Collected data
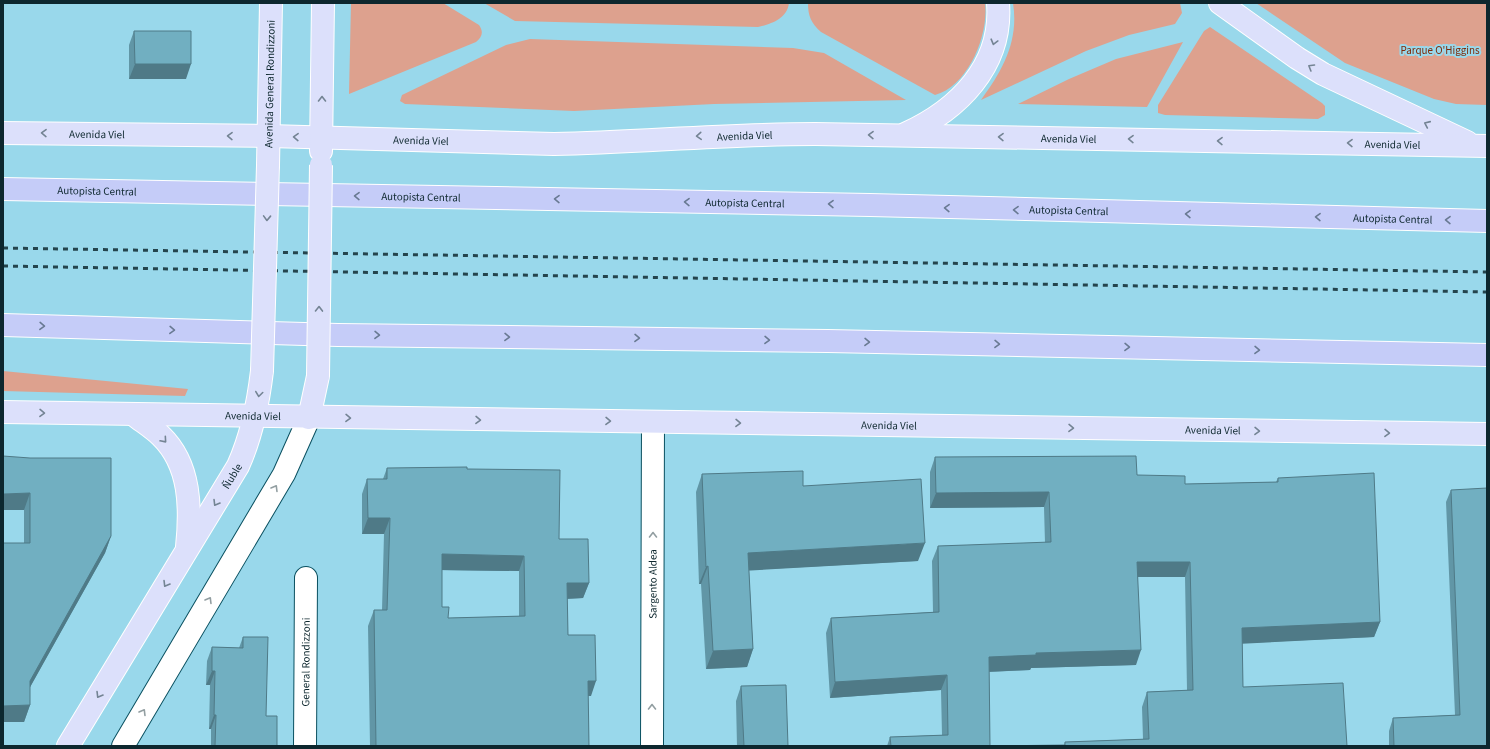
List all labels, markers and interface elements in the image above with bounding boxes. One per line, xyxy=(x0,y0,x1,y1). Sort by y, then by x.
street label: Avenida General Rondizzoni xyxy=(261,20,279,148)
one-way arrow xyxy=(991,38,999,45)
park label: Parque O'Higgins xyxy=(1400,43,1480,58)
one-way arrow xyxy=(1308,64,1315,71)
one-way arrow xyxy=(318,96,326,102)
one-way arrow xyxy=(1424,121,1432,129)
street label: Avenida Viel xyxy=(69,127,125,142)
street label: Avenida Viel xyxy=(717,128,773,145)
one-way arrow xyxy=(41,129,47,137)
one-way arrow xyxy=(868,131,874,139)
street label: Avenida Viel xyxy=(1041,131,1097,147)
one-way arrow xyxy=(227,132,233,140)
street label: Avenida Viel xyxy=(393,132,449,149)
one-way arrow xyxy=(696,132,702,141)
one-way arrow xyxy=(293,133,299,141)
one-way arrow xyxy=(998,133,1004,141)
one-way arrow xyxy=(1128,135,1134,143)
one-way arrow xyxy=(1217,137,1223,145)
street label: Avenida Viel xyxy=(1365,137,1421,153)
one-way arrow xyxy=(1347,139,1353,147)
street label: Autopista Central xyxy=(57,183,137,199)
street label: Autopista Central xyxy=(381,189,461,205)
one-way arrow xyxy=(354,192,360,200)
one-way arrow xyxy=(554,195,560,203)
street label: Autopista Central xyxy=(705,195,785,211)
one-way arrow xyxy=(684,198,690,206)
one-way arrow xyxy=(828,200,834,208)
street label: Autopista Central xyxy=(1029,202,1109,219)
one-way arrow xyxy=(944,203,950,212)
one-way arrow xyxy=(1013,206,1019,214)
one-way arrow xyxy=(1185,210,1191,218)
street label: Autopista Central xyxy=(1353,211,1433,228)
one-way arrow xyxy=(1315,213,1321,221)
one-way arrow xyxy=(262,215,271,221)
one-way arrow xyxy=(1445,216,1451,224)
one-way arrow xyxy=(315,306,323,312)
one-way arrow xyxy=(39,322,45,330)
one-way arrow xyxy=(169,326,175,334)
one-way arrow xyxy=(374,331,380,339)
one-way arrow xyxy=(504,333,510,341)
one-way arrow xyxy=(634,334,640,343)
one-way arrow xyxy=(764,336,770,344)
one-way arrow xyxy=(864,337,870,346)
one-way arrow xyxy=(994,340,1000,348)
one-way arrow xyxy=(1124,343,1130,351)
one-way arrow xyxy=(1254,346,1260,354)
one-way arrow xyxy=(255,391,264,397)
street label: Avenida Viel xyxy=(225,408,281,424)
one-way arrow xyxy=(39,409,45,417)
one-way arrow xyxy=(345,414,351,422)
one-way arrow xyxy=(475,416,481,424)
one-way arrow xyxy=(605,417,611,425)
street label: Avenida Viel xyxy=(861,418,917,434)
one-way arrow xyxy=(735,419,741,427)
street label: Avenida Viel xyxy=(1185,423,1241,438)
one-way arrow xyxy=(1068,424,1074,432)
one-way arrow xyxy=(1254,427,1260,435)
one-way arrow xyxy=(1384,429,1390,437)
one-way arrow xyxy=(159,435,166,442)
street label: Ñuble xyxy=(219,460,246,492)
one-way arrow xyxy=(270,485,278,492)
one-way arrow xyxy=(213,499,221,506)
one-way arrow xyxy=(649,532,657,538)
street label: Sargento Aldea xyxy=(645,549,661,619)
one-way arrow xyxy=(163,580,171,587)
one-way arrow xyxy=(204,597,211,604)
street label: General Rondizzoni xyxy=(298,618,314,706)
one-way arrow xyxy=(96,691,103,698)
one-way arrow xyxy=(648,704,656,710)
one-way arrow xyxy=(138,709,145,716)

Assignment:
A word-for-word restatement of all the lines above is needed, with the pictures omitted.

Answer:
List all labels, markers and interface elements in the image above with bounding boxes. One per line, xyxy=(x0,y0,x1,y1). Sort by y, then by x.
street label: Avenida General Rondizzoni xyxy=(261,20,279,148)
one-way arrow xyxy=(991,38,999,45)
park label: Parque O'Higgins xyxy=(1400,43,1480,58)
one-way arrow xyxy=(1308,64,1315,71)
one-way arrow xyxy=(318,96,326,102)
one-way arrow xyxy=(1424,121,1432,129)
street label: Avenida Viel xyxy=(69,127,125,142)
street label: Avenida Viel xyxy=(717,128,773,145)
one-way arrow xyxy=(41,129,47,137)
one-way arrow xyxy=(868,131,874,139)
street label: Avenida Viel xyxy=(1041,131,1097,147)
one-way arrow xyxy=(227,132,233,140)
street label: Avenida Viel xyxy=(393,132,449,149)
one-way arrow xyxy=(696,132,702,141)
one-way arrow xyxy=(293,133,299,141)
one-way arrow xyxy=(998,133,1004,141)
one-way arrow xyxy=(1128,135,1134,143)
one-way arrow xyxy=(1217,137,1223,145)
street label: Avenida Viel xyxy=(1365,137,1421,153)
one-way arrow xyxy=(1347,139,1353,147)
street label: Autopista Central xyxy=(57,183,137,199)
street label: Autopista Central xyxy=(381,189,461,205)
one-way arrow xyxy=(354,192,360,200)
one-way arrow xyxy=(554,195,560,203)
street label: Autopista Central xyxy=(705,195,785,211)
one-way arrow xyxy=(684,198,690,206)
one-way arrow xyxy=(828,200,834,208)
street label: Autopista Central xyxy=(1029,202,1109,219)
one-way arrow xyxy=(944,203,950,212)
one-way arrow xyxy=(1013,206,1019,214)
one-way arrow xyxy=(1185,210,1191,218)
street label: Autopista Central xyxy=(1353,211,1433,228)
one-way arrow xyxy=(1315,213,1321,221)
one-way arrow xyxy=(262,215,271,221)
one-way arrow xyxy=(1445,216,1451,224)
one-way arrow xyxy=(315,306,323,312)
one-way arrow xyxy=(39,322,45,330)
one-way arrow xyxy=(169,326,175,334)
one-way arrow xyxy=(374,331,380,339)
one-way arrow xyxy=(504,333,510,341)
one-way arrow xyxy=(634,334,640,343)
one-way arrow xyxy=(764,336,770,344)
one-way arrow xyxy=(864,337,870,346)
one-way arrow xyxy=(994,340,1000,348)
one-way arrow xyxy=(1124,343,1130,351)
one-way arrow xyxy=(1254,346,1260,354)
one-way arrow xyxy=(255,391,264,397)
street label: Avenida Viel xyxy=(225,408,281,424)
one-way arrow xyxy=(39,409,45,417)
one-way arrow xyxy=(345,414,351,422)
one-way arrow xyxy=(475,416,481,424)
one-way arrow xyxy=(605,417,611,425)
street label: Avenida Viel xyxy=(861,418,917,434)
one-way arrow xyxy=(735,419,741,427)
street label: Avenida Viel xyxy=(1185,423,1241,438)
one-way arrow xyxy=(1068,424,1074,432)
one-way arrow xyxy=(1254,427,1260,435)
one-way arrow xyxy=(1384,429,1390,437)
one-way arrow xyxy=(159,435,166,442)
street label: Ñuble xyxy=(219,460,246,492)
one-way arrow xyxy=(270,485,278,492)
one-way arrow xyxy=(213,499,221,506)
one-way arrow xyxy=(649,532,657,538)
street label: Sargento Aldea xyxy=(645,549,661,619)
one-way arrow xyxy=(163,580,171,587)
one-way arrow xyxy=(204,597,211,604)
street label: General Rondizzoni xyxy=(298,618,314,706)
one-way arrow xyxy=(96,691,103,698)
one-way arrow xyxy=(648,704,656,710)
one-way arrow xyxy=(138,709,145,716)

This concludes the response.